* _Work instructions_:
Whenever a line in the entries below contains the string "body", copy that line.

(Collected data)
___
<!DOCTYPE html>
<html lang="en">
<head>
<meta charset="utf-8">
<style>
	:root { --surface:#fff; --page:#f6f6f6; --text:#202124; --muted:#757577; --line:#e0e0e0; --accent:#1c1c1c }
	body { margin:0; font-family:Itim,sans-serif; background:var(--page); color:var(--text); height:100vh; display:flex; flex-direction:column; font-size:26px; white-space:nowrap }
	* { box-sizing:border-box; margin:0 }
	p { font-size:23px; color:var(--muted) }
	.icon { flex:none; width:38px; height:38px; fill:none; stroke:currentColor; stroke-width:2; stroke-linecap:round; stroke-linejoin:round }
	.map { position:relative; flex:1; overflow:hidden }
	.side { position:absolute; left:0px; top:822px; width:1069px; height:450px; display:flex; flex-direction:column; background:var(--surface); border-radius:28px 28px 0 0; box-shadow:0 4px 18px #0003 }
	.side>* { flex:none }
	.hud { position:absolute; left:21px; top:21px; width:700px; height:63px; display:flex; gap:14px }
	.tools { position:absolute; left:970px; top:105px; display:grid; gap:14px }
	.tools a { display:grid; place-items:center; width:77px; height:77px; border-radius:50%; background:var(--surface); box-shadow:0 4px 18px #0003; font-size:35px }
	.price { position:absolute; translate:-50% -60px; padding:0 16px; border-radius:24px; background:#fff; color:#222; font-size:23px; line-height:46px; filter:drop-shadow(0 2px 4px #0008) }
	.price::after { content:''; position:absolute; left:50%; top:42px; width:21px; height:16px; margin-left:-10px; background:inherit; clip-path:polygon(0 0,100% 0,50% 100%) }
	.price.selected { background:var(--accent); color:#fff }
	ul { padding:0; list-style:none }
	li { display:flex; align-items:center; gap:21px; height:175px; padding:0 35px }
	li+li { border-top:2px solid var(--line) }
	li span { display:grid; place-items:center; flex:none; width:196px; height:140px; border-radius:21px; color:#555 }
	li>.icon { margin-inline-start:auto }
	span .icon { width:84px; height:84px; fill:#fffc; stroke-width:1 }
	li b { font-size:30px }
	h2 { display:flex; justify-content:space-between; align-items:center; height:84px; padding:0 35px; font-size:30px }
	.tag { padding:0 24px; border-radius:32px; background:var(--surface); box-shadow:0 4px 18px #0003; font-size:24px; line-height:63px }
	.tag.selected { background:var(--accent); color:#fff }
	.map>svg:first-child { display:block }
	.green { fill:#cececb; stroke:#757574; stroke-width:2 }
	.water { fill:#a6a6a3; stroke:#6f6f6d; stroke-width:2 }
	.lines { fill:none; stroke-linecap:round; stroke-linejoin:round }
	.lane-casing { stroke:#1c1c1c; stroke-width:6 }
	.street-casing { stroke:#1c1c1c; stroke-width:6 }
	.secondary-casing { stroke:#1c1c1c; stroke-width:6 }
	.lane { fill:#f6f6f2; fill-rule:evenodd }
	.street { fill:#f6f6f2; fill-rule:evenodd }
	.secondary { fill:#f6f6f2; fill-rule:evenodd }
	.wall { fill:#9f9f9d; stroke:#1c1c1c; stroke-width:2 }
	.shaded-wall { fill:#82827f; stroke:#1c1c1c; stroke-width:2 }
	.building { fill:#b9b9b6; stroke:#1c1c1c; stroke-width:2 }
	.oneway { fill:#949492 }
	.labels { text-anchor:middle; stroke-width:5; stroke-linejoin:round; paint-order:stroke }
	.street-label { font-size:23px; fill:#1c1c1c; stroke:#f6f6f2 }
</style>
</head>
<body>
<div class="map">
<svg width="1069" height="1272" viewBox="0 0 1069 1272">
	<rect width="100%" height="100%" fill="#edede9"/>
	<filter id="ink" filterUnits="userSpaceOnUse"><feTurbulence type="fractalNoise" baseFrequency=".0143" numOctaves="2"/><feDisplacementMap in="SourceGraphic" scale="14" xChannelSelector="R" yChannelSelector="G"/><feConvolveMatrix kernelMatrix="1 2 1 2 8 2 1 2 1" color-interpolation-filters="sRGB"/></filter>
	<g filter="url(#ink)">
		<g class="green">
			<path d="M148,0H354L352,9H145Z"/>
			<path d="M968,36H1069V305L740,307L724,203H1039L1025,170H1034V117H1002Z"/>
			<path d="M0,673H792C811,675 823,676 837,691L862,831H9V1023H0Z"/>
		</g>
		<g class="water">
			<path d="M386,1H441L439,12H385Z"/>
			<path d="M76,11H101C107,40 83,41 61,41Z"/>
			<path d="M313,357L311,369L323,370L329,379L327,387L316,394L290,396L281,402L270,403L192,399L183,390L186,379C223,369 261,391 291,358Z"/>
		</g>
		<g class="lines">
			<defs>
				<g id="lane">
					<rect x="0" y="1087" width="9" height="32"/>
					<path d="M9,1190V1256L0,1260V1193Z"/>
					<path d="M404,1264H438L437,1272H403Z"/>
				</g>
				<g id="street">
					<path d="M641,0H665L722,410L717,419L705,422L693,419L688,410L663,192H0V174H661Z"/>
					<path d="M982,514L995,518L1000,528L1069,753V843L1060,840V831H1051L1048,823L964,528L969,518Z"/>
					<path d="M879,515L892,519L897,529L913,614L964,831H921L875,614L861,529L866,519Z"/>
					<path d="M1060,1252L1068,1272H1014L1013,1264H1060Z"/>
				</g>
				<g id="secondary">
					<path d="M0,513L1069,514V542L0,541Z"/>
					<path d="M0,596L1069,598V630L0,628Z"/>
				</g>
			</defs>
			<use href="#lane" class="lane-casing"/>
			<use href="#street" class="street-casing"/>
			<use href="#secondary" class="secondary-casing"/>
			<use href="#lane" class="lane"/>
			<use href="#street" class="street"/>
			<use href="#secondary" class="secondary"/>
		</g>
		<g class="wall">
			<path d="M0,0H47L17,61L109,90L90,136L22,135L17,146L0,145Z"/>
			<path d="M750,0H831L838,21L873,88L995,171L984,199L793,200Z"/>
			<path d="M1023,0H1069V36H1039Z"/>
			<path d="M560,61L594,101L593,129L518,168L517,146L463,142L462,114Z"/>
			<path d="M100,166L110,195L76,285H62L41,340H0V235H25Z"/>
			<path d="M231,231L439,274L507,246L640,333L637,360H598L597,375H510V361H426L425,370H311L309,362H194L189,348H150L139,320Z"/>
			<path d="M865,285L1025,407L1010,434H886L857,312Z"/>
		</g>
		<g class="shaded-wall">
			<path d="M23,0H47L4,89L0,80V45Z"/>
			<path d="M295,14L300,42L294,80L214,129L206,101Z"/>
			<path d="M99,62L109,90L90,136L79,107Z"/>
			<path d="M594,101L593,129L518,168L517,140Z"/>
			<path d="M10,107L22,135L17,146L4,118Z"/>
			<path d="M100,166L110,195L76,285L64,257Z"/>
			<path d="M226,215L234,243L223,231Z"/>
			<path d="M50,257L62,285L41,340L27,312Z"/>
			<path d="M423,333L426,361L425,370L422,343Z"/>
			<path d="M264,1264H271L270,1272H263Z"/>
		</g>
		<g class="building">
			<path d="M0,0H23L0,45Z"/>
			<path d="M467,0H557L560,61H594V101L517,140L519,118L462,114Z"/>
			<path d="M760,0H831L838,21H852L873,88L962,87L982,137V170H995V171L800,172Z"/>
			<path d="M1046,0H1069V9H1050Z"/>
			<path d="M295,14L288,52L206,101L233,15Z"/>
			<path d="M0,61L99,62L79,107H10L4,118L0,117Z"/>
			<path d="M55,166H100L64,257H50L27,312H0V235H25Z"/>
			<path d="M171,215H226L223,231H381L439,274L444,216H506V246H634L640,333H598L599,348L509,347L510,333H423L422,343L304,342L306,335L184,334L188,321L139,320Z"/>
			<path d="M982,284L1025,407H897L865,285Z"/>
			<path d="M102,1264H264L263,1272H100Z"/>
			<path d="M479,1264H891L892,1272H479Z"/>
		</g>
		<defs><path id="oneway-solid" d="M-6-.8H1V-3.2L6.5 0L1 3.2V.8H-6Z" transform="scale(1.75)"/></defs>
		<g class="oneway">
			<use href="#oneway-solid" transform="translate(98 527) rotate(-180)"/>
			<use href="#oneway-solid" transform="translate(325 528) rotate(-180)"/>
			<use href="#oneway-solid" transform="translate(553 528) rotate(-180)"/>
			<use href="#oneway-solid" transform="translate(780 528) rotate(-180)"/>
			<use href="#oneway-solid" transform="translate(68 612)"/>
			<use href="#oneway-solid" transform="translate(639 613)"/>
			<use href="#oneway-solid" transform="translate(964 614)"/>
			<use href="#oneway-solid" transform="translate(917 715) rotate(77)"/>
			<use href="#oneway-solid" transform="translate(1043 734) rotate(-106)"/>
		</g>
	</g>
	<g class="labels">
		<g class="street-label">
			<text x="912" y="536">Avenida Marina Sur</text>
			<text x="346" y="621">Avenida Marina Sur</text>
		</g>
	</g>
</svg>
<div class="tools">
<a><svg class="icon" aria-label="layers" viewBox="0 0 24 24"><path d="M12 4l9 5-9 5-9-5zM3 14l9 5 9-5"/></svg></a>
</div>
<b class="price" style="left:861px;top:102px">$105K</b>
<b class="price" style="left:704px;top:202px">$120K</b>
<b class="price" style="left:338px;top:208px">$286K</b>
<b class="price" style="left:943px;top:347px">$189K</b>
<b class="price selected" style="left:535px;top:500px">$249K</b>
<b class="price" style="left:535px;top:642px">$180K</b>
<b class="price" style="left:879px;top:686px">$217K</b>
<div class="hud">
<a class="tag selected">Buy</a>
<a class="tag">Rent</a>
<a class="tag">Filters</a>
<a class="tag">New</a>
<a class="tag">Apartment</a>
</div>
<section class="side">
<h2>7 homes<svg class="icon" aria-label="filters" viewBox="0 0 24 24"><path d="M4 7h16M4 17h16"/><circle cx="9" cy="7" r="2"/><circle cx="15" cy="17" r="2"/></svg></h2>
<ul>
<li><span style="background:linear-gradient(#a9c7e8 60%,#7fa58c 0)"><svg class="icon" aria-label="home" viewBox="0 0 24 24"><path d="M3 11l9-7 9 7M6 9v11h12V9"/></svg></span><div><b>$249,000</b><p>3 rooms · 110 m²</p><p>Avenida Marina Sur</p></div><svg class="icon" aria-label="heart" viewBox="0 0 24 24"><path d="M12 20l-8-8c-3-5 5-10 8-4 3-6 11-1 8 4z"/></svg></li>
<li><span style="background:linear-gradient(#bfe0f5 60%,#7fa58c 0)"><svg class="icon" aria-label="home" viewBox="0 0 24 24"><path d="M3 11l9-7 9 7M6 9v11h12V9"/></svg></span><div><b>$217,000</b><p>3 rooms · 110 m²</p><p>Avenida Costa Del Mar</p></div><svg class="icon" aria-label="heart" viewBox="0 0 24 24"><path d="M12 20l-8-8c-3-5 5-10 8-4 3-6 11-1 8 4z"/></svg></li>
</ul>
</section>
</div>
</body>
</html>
___
* _Exercise solution_:
	body { margin:0; font-family:Itim,sans-serif; background:var(--page); color:var(--text); height:100vh; display:flex; flex-direction:column; font-size:26px; white-space:nowrap }
<body>
</body>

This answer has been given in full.